Exercise>
Print each record that follows exactly, leaving the pictures behind.

+ + +

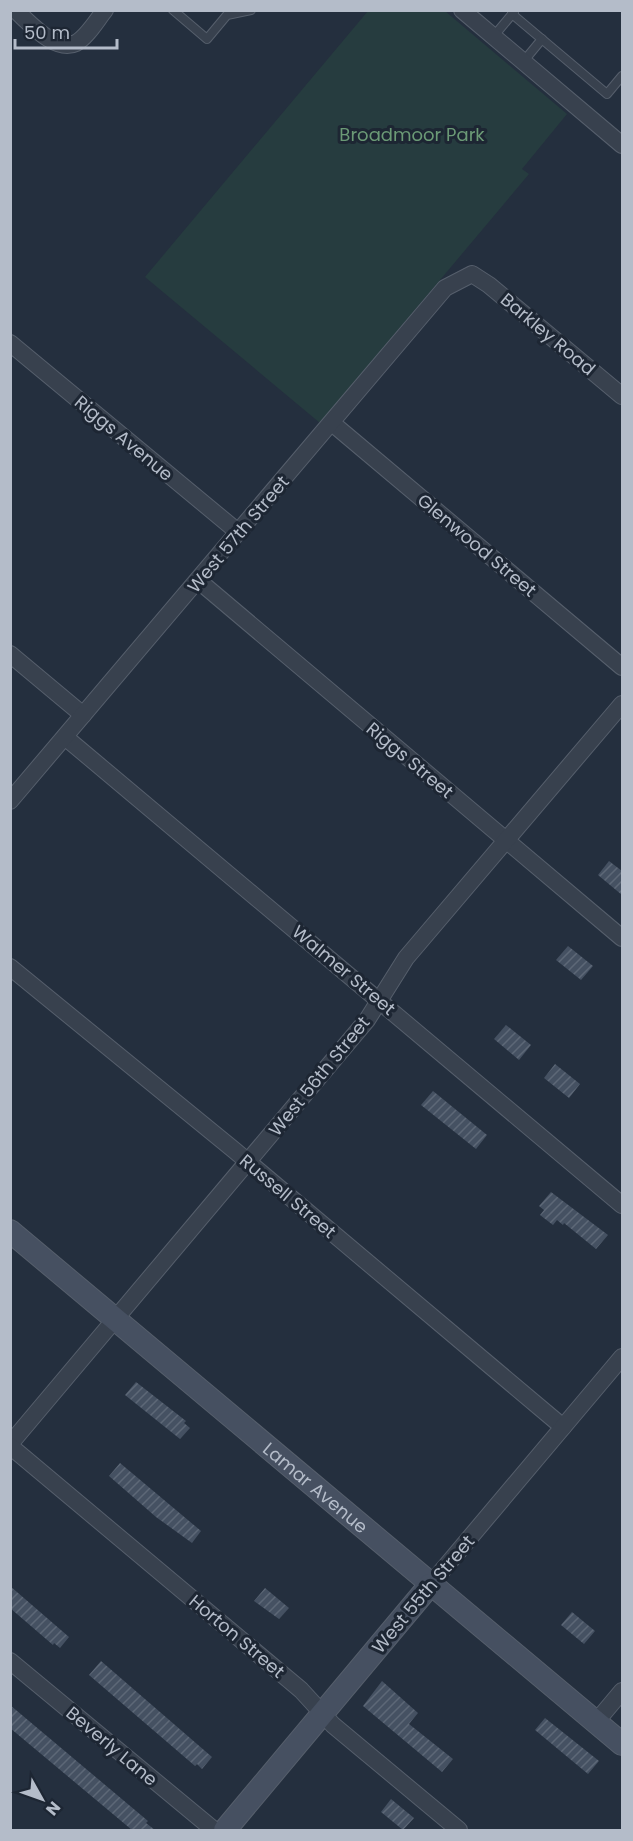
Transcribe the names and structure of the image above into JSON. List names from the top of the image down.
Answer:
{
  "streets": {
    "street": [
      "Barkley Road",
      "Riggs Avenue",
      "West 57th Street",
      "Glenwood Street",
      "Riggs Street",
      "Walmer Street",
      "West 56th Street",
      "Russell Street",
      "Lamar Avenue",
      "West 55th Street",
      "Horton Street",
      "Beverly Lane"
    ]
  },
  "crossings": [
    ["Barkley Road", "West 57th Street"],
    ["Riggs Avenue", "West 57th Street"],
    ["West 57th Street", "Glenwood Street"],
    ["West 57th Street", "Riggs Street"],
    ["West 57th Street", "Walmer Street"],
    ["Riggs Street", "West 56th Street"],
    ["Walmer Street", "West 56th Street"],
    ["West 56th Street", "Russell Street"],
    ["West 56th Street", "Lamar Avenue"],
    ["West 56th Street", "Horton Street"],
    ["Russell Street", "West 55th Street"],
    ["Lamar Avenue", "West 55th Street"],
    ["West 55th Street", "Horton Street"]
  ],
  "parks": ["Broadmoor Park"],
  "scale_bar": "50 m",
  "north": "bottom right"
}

+ + +

Answer to the problem>
Transcribe the names and structure of the image above into JSON. List names from the top of the image down.
Answer:
{
  "streets": {
    "street": [
      "Barkley Road",
      "Riggs Avenue",
      "West 57th Street",
      "Glenwood Street",
      "Riggs Street",
      "Walmer Street",
      "West 56th Street",
      "Russell Street",
      "Lamar Avenue",
      "West 55th Street",
      "Horton Street",
      "Beverly Lane"
    ]
  },
  "crossings": [
    ["Barkley Road", "West 57th Street"],
    ["Riggs Avenue", "West 57th Street"],
    ["West 57th Street", "Glenwood Street"],
    ["West 57th Street", "Riggs Street"],
    ["West 57th Street", "Walmer Street"],
    ["Riggs Street", "West 56th Street"],
    ["Walmer Street", "West 56th Street"],
    ["West 56th Street", "Russell Street"],
    ["West 56th Street", "Lamar Avenue"],
    ["West 56th Street", "Horton Street"],
    ["Russell Street", "West 55th Street"],
    ["Lamar Avenue", "West 55th Street"],
    ["West 55th Street", "Horton Street"]
  ],
  "parks": ["Broadmoor Park"],
  "scale_bar": "50 m",
  "north": "bottom right"
}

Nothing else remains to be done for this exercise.